Bodo Stroesser <bostroesser@xxxxxxxxx> · Fri, 8 Apr 2022 13:34:54 +0200

On 04.04.22 17:09, Xiaoguang Wang wrote:
hi,

On 23.03.22 14:49, Xiaoguang Wang wrote:
Currently tcmu_vma_fault() uses udev->cmdr_lock to avoid concurrent
find_free_blocks(), which unmaps idle pages and truncates them. This
work is really like many filesystem's truncate operations, but they
use address_space->invalidate_lock to protect race.

This patch replaces cmdr_lock with address_space->invalidate_lock in
tcmu fault procedure, which will also make page-fault have concurrency.


Page fault happens only once for each allocated data page. After the
page fault was processed, the page is re-used for many cmds without
further page faults.
Oh, right, I almost have forgotten that, thanks.
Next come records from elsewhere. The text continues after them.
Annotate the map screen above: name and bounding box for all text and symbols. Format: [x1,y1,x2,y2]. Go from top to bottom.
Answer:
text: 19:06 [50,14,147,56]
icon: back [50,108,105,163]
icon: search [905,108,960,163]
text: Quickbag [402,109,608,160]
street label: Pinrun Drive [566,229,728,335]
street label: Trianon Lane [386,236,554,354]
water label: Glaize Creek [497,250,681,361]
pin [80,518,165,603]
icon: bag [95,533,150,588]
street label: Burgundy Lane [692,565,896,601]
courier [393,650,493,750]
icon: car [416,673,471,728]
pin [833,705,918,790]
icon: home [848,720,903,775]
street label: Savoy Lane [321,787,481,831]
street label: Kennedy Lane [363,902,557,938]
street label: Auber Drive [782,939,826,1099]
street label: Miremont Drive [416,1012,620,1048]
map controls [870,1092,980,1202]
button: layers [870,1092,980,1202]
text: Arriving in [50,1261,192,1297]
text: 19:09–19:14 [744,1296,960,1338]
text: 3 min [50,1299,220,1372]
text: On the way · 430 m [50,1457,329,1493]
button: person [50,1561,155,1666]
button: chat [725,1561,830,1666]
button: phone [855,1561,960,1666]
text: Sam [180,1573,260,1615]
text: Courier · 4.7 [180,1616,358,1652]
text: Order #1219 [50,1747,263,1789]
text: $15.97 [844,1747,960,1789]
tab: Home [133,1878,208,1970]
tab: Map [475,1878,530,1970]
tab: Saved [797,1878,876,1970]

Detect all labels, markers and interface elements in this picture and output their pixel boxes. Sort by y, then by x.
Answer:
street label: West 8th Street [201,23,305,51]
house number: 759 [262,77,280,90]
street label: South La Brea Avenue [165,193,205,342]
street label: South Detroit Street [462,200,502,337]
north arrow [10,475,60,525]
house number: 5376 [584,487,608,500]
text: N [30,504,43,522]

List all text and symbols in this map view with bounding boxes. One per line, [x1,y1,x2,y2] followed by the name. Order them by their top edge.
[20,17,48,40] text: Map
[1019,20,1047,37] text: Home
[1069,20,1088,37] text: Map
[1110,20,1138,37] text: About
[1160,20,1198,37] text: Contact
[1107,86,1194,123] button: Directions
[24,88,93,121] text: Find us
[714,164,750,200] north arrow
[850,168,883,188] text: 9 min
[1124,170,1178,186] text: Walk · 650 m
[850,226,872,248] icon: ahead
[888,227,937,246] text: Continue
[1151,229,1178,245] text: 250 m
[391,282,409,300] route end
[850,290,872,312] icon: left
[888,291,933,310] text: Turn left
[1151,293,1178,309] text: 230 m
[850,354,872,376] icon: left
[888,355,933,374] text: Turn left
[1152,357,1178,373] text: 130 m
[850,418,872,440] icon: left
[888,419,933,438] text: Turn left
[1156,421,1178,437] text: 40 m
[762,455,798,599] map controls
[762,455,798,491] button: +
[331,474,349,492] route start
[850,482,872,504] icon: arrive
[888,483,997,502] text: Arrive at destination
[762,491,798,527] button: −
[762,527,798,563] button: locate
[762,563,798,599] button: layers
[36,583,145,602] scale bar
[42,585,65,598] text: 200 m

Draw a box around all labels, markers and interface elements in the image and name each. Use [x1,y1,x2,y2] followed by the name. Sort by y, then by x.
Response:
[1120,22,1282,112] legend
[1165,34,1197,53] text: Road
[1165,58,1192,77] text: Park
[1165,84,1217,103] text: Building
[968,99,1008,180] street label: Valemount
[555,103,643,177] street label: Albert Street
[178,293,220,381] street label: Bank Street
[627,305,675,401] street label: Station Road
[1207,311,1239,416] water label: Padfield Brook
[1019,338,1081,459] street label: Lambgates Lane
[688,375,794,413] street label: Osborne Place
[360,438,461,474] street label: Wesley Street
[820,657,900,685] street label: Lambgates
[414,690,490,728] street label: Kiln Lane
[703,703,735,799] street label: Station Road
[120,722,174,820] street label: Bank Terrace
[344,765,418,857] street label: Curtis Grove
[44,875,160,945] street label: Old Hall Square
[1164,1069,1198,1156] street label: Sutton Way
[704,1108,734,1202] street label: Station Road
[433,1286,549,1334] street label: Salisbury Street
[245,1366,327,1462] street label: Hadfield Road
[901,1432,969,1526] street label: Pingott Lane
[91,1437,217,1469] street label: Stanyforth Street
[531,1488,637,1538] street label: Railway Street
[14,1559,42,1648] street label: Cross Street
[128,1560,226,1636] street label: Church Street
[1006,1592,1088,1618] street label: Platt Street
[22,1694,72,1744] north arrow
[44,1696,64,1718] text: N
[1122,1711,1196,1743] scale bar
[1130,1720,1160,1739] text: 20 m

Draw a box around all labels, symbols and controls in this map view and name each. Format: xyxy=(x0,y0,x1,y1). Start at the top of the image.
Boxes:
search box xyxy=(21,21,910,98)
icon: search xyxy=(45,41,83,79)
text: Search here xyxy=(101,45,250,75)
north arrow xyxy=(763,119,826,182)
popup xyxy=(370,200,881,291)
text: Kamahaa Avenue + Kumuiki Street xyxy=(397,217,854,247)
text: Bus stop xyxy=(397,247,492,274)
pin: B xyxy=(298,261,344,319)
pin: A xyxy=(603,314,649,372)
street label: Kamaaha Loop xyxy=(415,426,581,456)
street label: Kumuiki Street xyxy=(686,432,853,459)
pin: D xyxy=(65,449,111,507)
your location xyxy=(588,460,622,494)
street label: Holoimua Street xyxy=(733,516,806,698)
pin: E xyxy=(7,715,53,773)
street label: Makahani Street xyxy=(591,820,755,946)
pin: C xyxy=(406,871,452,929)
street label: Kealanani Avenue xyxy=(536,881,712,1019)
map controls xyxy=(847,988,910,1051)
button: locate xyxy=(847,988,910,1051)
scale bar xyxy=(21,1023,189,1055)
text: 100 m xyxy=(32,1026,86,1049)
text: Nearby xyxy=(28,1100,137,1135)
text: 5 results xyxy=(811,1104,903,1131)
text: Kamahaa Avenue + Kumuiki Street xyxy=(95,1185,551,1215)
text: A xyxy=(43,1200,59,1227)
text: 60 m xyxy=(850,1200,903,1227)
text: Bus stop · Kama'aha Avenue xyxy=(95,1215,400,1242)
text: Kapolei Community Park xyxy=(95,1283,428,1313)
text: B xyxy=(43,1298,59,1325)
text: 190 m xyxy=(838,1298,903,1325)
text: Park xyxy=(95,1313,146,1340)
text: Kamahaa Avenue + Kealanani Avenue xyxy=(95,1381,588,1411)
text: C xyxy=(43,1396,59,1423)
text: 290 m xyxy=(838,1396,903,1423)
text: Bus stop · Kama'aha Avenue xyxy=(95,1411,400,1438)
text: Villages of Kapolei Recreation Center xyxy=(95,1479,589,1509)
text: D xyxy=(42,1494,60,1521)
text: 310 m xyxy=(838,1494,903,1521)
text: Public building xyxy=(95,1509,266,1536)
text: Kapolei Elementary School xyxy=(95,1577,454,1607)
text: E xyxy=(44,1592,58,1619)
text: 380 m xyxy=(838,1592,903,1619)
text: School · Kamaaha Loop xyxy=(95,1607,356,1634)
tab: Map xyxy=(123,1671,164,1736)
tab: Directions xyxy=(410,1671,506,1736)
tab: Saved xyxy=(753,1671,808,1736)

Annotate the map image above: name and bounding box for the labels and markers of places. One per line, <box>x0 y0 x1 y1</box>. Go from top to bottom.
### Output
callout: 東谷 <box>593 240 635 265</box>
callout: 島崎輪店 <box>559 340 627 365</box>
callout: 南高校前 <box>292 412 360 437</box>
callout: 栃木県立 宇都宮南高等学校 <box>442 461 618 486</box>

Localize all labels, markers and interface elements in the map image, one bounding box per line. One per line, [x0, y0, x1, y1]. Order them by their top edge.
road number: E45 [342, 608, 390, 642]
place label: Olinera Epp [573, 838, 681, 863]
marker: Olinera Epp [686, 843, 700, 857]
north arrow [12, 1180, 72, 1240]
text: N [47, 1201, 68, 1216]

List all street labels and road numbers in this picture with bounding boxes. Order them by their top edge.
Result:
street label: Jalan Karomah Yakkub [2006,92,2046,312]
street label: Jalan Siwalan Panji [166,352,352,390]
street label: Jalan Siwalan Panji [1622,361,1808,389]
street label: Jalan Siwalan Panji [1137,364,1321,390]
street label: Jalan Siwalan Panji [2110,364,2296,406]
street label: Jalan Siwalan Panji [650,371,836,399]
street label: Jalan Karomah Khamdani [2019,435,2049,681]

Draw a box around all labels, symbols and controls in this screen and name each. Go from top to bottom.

Of course, if find_free_blocks released a page and tcmu after that
allocates a new one, another page fault will occur. But that is a
very rare case.
Yeah, now I agree it will happen rarely, but will still happen, especially
in the early stages of page fault establishment when tcmu device is
freshly created.

And in current codes, tcmu normally reclaim free pages under such
conditions:
         if (atomic_read(&global_page_count) > tcmu_global_max_pages &&
             xa_empty(&udev->commands) && list_empty(&udev->qfull_queue)) {
                 /*
                  * Allocated blocks exceeded global block limit, currently no
                  * more pending or waiting commands so try to reclaim blocks.
                  */
                 schedule_delayed_work(&tcmu_unmap_work, 0);
         }

I'm not sure whether this method is good, seems other subsystems use
mm shrinker feature to reclaim free pages when system memory is low.
tcmu_global_max_pages is 512k, 2GB memory, that means if tcmu devices
really have allocated 2GB memory, these memory won't be tried to be freed
even whole system memory is very low.
What I want to express is that though currently page fault occurs rarely,
but if we use a better memory reclaim method later, page fault may occur
more.

The way how memory limit currently is implemented in tcmu really looks
not very sophisticated. It waits until the hard limit is reached and
then frees as much memory as possible. Ideas for a better algorithm are
welcome!

Currently, I think the best way to limit mem usage in existing tcmu
is to limit data area size per tcmu device. The default of 1 GB per dev
I think is rarely needed. So users should configure devices carefully.
OTOH, if many tcmu devs are in use, even with small data areas the total
limit of 2GB can easily be reached. E.g., I know of a customer who uses
256 tcmu devs with 16MB each. So he rises the global limit to even 4GB,
as from performance point of view every releasing of data pages with
later re-allocation is just an overhead.

From this point of view I think it would be difficult to find a good
algorithm.



So, what is the advantage of concurrency here?
cmdr_lock is a mutex, so it meas that tcmu page fault could not happen
concurrently, and indeed mm subsystem allows page fault to run concurrently.
If we change to use filemap_invalidate_lock_shared() in tcmu page fault,
I think there will be two advantages:
1) Though page fault will happen rarely in tcmu if system memory is
enough, in the early stages of page fault establishment, say we'll
finally make the default 1GB data area have page fault happened.
At least in this stage, page fault will have concurrency.
Also if page fault happens with queue_cmd_ring() at the same time,
for big io size, queue_cmd_ring() may hold cmdr_lock for long time
because of data area and sgl pages copy, page fault will be stalled
for a long time, which will result in long tail latency.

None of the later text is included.